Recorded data
"""

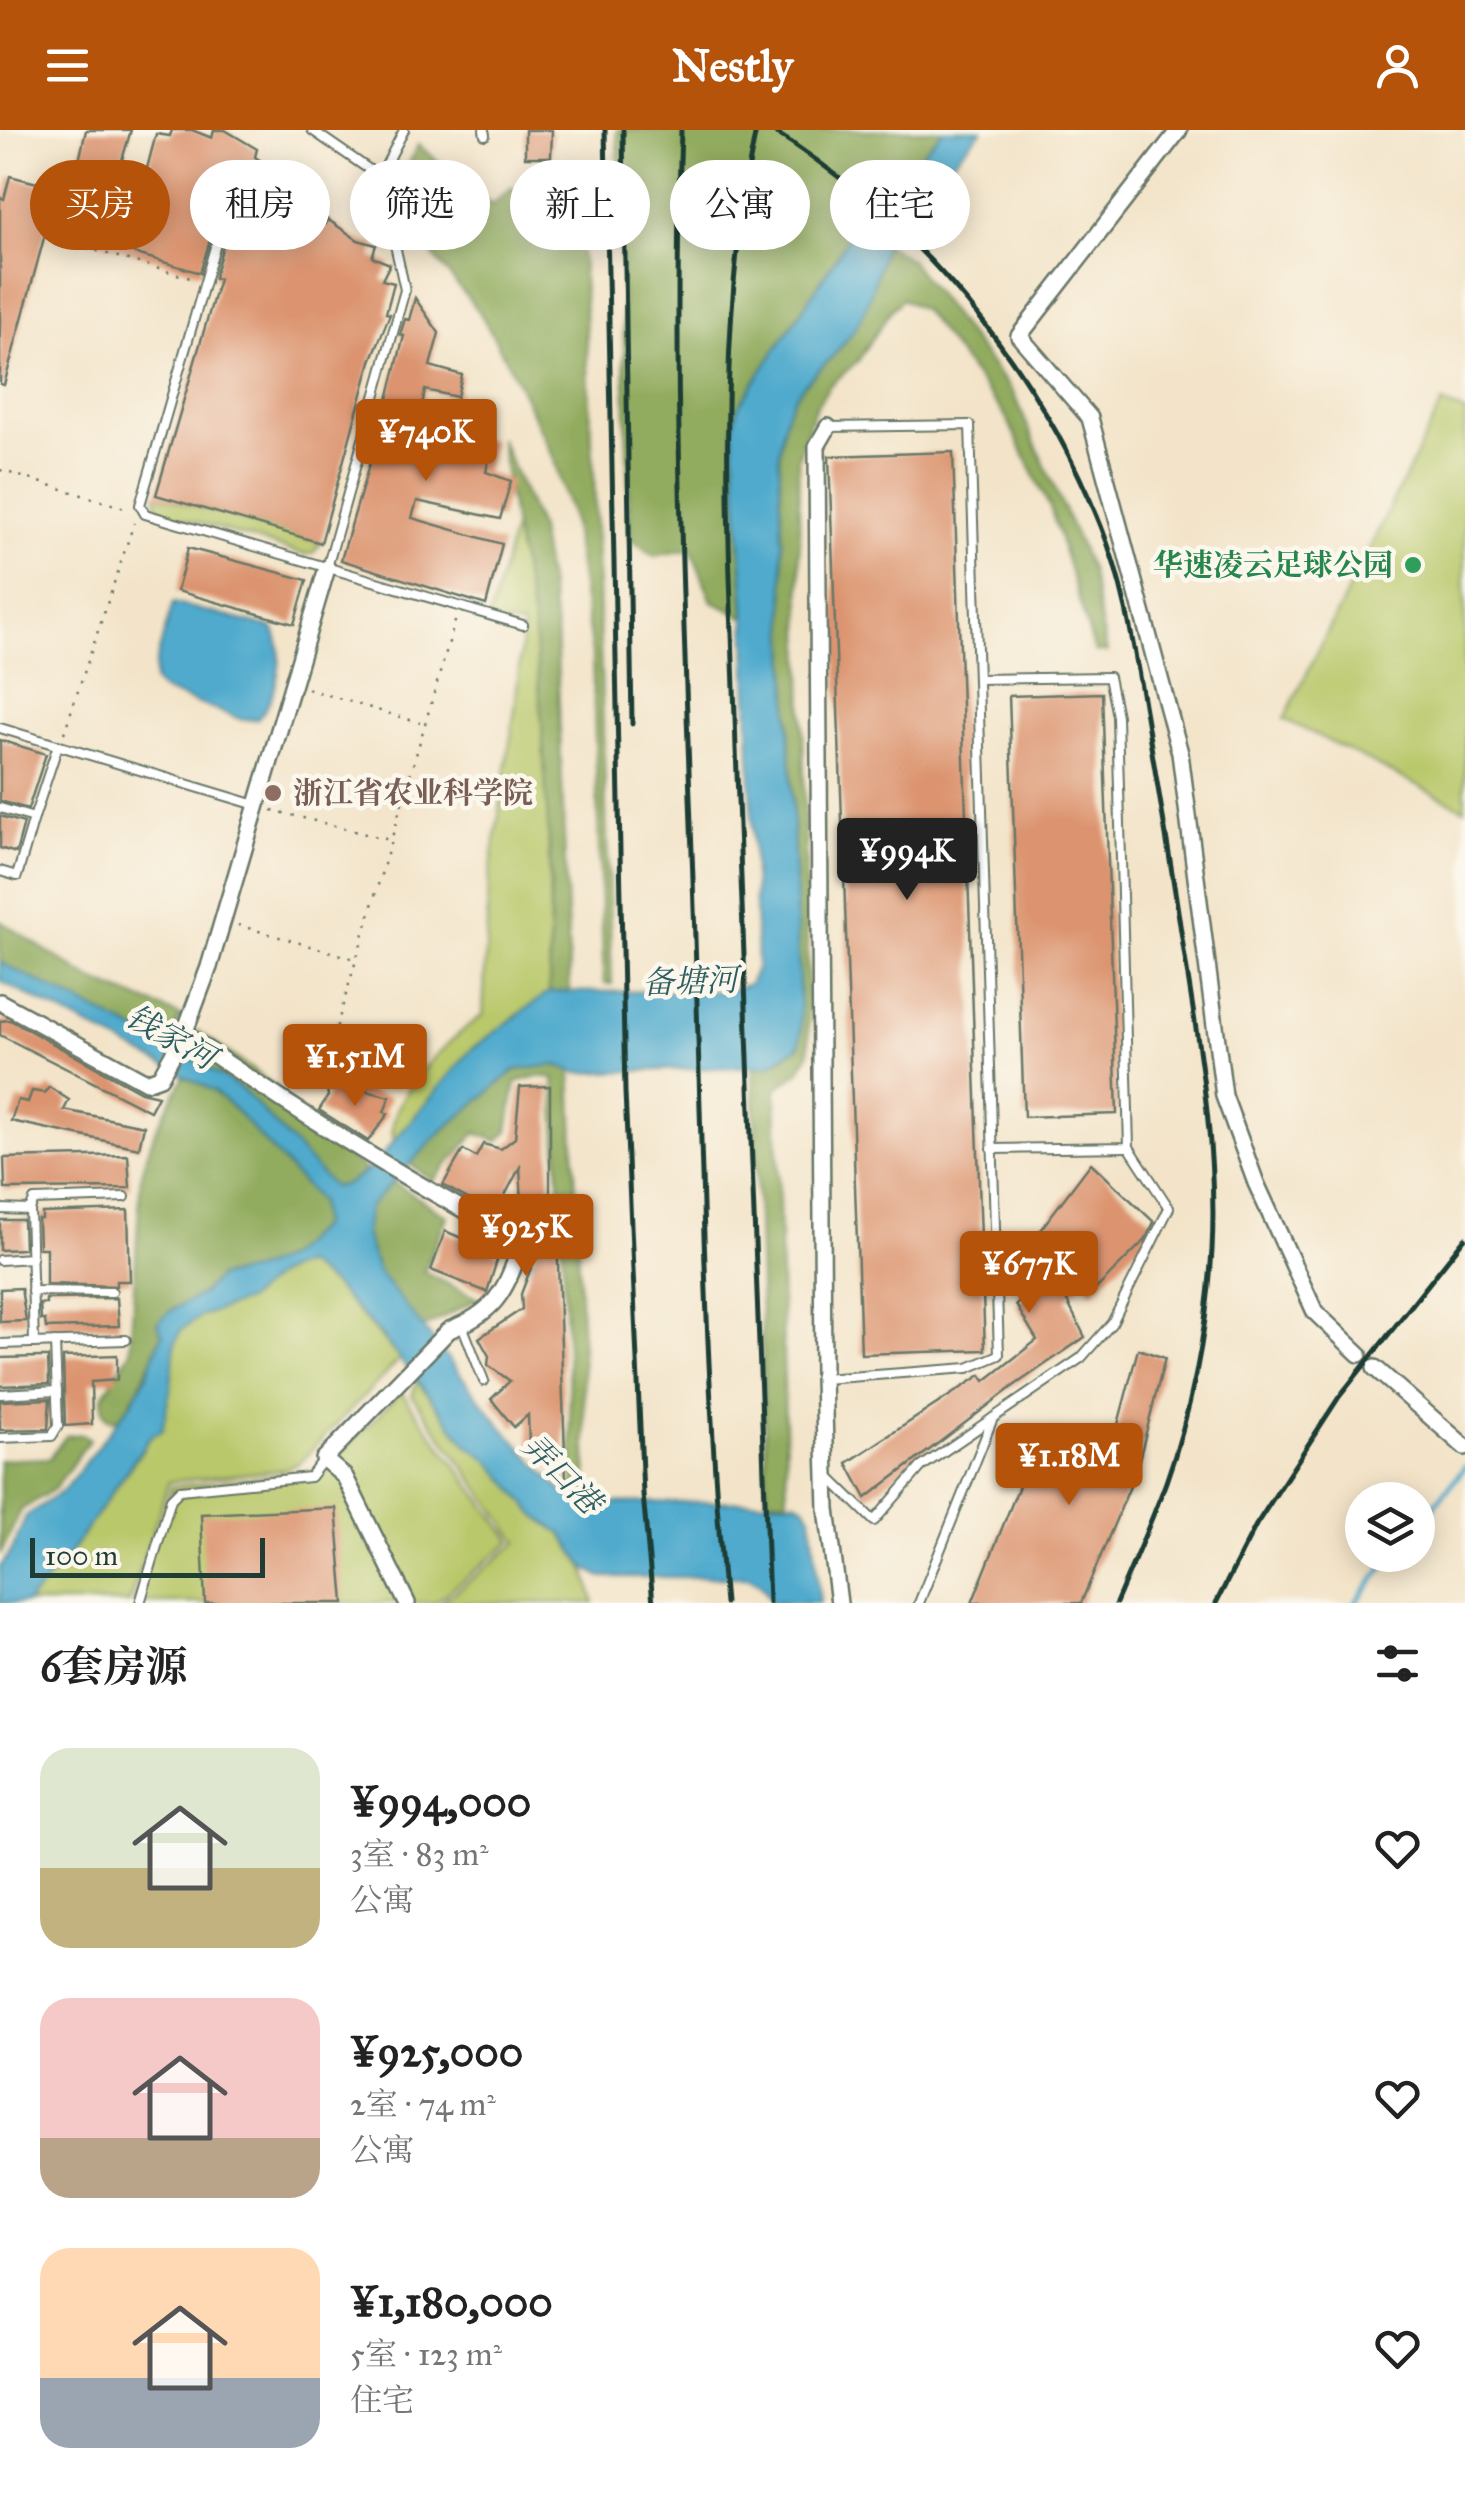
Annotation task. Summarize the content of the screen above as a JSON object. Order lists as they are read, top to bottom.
{
  "water": ["备塘河", "钱家河", "弄口港"],
  "places": ["华速凌云足球公园", "浙江省农业科学院"],
  "scale_bar": "100 m",
  "page": {
    "header": "Nestly",
    "chip": [
      "买房",
      "租房",
      "筛选",
      "新上",
      "公寓",
      "住宅"
    ],
    "price": [
      "¥740K",
      "¥994K",
      "¥1.51M",
      "¥925K",
      "¥677K",
      "¥1.18M"
    ],
    "scale": "100 m",
    "heading": "6套房源",
    "list": [
      {
        "name": "¥994,000",
        "note": "3室 · 83 m² · 公寓"
      },
      {
        "name": "¥925,000",
        "note": "2室 · 74 m² · 公寓"
      },
      {
        "name": "¥1,180,000",
        "note": "5室 · 123 m² · 住宅"
      }
    ]
  }
}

"""

#### Task goal
What you write should match the entries exactly, except that the pictures are dropped.

#### Finished exercise
Annotation task. Summarize the content of the screen above as a JSON object. Order lists as they are read, top to bottom.
{
  "water": ["备塘河", "钱家河", "弄口港"],
  "places": ["华速凌云足球公园", "浙江省农业科学院"],
  "scale_bar": "100 m",
  "page": {
    "header": "Nestly",
    "chip": [
      "买房",
      "租房",
      "筛选",
      "新上",
      "公寓",
      "住宅"
    ],
    "price": [
      "¥740K",
      "¥994K",
      "¥1.51M",
      "¥925K",
      "¥677K",
      "¥1.18M"
    ],
    "scale": "100 m",
    "heading": "6套房源",
    "list": [
      {
        "name": "¥994,000",
        "note": "3室 · 83 m² · 公寓"
      },
      {
        "name": "¥925,000",
        "note": "2室 · 74 m² · 公寓"
      },
      {
        "name": "¥1,180,000",
        "note": "5室 · 123 m² · 住宅"
      }
    ]
  }
}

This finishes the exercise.